WHAT YOU NEED TO DO: Among the entries below, find each line with "data" and show it.

RECORDS FOR THIS TASK:
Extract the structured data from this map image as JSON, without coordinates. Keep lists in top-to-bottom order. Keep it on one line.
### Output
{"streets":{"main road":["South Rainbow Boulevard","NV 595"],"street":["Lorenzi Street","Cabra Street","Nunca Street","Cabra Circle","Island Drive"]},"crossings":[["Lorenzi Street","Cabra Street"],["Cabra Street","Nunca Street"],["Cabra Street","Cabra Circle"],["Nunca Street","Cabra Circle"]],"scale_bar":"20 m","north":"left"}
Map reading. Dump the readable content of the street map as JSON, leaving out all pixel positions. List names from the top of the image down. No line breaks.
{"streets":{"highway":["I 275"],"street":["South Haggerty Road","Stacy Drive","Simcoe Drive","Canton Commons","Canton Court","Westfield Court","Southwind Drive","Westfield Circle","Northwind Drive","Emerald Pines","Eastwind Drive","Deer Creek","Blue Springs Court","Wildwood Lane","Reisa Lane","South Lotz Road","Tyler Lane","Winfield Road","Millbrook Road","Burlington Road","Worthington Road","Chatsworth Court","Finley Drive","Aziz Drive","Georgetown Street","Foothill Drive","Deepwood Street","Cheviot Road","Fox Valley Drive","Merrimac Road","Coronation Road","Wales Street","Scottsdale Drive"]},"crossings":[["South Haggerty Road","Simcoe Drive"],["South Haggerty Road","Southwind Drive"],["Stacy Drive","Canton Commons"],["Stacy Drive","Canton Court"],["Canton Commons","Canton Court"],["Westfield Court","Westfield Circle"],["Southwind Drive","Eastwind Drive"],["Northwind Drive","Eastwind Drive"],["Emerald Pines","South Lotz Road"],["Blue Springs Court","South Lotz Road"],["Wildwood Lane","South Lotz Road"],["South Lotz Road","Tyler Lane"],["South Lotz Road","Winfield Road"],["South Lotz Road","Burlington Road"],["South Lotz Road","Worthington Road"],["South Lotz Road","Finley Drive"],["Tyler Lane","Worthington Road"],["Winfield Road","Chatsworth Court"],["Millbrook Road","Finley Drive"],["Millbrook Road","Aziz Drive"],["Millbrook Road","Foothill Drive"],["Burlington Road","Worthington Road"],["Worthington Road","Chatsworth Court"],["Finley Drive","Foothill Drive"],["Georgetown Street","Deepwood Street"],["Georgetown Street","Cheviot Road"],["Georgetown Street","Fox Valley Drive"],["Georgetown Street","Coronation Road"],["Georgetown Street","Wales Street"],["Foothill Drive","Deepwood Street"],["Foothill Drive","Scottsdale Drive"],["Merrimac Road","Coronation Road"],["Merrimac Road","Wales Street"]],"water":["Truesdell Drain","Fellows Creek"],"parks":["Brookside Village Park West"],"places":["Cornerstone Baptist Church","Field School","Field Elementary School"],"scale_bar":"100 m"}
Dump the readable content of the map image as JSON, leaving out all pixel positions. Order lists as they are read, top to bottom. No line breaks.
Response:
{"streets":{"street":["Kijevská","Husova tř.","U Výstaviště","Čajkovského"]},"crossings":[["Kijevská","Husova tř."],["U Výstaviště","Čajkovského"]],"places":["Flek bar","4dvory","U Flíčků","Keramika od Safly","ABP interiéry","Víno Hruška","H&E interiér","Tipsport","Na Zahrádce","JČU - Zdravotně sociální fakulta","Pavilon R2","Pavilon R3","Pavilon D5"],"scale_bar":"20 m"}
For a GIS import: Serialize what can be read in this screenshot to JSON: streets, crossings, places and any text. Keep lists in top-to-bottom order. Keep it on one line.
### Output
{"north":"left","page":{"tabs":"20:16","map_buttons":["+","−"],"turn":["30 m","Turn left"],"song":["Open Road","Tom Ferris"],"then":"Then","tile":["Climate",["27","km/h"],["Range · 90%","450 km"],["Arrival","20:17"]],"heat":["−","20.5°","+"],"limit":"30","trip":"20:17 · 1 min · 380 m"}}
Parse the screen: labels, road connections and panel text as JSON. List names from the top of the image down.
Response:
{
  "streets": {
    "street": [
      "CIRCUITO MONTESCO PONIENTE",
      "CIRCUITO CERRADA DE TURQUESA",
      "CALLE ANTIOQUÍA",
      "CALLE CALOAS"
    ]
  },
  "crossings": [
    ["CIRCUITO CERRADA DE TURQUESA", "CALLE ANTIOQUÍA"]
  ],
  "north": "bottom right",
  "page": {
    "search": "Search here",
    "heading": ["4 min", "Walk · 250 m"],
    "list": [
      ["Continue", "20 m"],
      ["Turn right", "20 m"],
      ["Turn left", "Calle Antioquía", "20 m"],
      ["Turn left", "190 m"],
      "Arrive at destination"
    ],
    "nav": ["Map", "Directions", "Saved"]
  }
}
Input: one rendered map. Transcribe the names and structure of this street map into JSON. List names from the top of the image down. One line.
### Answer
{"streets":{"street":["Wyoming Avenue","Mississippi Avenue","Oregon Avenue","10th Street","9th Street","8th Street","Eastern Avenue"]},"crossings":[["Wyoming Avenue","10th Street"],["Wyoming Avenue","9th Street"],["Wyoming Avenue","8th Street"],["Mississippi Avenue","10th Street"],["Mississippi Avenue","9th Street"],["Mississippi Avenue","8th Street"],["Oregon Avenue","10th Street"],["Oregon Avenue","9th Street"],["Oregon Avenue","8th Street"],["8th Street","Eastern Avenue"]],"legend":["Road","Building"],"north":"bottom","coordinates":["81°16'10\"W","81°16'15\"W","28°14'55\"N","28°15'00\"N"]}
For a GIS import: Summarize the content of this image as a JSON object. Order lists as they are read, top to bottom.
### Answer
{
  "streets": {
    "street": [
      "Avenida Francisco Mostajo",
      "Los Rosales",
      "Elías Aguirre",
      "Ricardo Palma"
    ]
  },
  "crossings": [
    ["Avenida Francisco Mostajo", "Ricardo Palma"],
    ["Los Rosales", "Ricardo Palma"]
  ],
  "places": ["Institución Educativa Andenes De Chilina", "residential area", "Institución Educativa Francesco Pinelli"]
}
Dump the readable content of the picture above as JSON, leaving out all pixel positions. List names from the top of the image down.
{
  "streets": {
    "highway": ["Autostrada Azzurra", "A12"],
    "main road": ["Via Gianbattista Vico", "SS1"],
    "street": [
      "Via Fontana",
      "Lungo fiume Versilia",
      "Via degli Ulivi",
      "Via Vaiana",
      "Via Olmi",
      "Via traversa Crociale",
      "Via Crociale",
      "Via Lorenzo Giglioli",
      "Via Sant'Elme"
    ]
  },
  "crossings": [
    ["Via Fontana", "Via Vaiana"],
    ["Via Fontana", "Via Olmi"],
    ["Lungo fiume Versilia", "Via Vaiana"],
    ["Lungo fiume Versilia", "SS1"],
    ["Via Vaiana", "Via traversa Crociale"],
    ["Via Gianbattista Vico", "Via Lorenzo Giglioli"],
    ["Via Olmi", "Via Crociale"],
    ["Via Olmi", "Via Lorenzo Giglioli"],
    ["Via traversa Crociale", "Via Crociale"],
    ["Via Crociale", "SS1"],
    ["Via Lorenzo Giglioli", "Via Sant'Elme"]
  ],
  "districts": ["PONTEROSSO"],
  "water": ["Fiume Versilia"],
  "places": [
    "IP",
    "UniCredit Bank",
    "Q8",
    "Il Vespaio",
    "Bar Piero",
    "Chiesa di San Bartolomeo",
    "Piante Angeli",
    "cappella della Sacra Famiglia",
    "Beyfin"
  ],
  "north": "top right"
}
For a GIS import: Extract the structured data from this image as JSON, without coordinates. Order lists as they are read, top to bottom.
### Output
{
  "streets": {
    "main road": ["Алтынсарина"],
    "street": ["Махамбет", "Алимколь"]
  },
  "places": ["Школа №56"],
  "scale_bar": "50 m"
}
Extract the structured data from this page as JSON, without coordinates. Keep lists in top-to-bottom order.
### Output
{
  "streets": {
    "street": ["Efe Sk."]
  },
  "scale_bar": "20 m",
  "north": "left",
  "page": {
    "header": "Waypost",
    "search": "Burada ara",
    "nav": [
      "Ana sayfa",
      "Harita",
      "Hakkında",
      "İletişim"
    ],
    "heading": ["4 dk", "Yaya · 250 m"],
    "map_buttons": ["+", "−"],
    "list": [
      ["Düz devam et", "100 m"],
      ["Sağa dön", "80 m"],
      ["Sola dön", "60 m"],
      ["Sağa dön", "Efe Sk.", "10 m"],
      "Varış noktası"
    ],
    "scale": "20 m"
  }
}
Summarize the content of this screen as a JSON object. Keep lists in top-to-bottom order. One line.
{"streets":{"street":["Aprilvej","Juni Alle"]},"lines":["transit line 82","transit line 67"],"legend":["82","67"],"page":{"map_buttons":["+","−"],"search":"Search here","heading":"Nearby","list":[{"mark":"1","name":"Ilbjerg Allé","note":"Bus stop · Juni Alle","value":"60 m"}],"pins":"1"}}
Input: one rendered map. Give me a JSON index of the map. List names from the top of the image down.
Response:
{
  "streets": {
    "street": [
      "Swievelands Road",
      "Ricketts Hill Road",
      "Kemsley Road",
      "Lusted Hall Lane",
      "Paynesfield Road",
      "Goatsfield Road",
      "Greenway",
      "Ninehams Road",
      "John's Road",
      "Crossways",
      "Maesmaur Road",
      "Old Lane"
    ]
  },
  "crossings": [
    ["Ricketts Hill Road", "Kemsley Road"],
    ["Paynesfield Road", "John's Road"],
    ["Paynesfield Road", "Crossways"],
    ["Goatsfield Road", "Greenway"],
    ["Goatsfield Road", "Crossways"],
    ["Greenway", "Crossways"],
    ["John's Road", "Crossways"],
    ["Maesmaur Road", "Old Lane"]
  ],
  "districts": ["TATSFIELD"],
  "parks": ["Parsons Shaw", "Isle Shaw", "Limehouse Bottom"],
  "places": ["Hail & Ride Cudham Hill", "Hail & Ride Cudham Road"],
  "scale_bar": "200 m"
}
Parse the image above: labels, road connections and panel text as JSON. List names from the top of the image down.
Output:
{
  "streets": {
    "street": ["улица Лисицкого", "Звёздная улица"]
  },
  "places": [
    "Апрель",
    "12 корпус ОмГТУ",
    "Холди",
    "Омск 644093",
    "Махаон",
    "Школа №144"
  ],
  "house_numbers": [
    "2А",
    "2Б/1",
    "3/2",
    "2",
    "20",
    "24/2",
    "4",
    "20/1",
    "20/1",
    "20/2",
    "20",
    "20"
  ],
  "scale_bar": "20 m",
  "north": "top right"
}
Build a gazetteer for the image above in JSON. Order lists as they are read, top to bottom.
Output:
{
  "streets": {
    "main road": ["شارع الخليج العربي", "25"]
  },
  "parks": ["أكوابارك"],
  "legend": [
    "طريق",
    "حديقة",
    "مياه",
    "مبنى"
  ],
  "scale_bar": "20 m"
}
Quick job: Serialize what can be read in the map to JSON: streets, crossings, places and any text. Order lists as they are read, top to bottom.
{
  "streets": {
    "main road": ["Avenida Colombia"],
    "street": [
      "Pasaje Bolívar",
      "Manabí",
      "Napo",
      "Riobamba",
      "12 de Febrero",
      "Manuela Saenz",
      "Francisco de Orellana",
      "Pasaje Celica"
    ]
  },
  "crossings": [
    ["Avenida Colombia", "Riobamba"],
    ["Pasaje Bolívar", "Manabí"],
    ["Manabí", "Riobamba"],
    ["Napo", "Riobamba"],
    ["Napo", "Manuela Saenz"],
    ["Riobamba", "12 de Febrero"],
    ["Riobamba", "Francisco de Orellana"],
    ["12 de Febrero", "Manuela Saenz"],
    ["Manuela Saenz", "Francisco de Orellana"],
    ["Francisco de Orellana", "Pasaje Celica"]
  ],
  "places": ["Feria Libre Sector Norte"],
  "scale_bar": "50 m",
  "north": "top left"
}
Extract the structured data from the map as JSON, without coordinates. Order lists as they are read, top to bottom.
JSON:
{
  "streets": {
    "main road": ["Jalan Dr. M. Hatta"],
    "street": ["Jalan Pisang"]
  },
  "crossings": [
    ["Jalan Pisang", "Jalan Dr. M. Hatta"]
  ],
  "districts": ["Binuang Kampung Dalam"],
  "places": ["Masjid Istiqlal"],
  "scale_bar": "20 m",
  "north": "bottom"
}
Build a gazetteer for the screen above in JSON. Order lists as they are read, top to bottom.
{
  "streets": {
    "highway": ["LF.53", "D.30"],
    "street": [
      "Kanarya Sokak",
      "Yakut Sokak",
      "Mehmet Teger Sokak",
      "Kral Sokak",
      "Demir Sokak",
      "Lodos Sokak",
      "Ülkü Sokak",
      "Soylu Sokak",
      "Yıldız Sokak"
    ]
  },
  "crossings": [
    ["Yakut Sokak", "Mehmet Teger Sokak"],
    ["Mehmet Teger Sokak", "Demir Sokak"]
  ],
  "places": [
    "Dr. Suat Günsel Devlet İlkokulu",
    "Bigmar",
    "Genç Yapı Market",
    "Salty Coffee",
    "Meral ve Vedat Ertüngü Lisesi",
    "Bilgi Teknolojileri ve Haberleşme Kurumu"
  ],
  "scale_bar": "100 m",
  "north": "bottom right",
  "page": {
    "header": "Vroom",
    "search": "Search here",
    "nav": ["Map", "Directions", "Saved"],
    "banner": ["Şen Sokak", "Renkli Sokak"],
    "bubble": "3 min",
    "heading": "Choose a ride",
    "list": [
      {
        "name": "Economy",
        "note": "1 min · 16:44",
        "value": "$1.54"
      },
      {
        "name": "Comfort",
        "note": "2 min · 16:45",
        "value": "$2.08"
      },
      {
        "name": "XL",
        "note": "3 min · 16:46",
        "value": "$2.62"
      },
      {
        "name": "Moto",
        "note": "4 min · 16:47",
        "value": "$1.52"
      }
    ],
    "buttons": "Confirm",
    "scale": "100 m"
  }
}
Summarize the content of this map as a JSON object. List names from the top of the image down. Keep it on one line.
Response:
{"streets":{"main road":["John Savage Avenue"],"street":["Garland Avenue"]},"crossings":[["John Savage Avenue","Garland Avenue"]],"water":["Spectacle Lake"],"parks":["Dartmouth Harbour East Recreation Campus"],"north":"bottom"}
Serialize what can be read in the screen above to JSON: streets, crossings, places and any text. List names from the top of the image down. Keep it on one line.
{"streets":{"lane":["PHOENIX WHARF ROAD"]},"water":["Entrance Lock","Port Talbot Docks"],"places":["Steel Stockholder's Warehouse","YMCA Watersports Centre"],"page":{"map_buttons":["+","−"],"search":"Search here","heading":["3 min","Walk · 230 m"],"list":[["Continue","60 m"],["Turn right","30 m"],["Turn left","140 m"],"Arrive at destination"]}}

EXERCISE RESPONSE:
Extract the structured data from this map image as JSON, without coordinates. Keep lists in top-to-bottom order. Keep it on one line.
For a GIS import: Extract the structured data from this image as JSON, without coordinates. Order lists as they are read, top to bottom.
Extract the structured data from this page as JSON, without coordinates. Keep lists in top-to-bottom order.
Extract the structured data from the map as JSON, without coordinates. Order lists as they are read, top to bottom.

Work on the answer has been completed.